Observations placeholder
Brittany - Seeing the dead on November Eve (La Toussaint) and on Christmas Eve
Identifier
014031
Type of Spiritual Experience
Background
A description of the experience
The Fairy-Faith in Celtic Countries, by W.Y. Evans-Wentz, [1911]
There is a strong conviction ….. that the souls of the dead can show themselves to the living, and a vigorous belief in apparitions, phantom-funerals, and various death-warnings. As Professor Anatole Le Braz has so well said in his introduction to La Légende de la Mort,
'the whole conscience of these people is fundamentally directed toward that which concerns death. And the ideas which they form of it, in spite of the strong Christian imprint which they have received, do not seem much different from those which we have pointed out among their pagan ancestors. For them, as for the primitive Celts, death is less a change of condition than a journey, a departure for another world.'
And thus it seems that this most popular of the Breton folk-beliefs is genuinely Celtic and extremely ancient.
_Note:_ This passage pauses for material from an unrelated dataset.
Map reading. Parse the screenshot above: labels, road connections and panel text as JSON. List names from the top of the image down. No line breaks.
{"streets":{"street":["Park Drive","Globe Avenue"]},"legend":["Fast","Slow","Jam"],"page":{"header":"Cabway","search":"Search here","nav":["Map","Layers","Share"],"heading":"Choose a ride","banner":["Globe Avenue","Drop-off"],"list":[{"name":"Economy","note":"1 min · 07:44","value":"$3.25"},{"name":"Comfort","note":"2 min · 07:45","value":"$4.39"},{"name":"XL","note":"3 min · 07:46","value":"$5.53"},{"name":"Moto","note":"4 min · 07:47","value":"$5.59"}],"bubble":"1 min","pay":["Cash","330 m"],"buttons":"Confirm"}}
As Renan has said, the Celtic people are
'a race mysterious, having knowledge of the future and the secret of death'.
The Breton Celt makes no distinction between the living and the dead.
All alike inhabit this world, the one being visible, the other invisible.
Though seers can at all times behold the dead, on November Eve (La Toussaint) and on Christmas Eve they are most numerous and most easily seen; and no peasant would think of questioning their existence.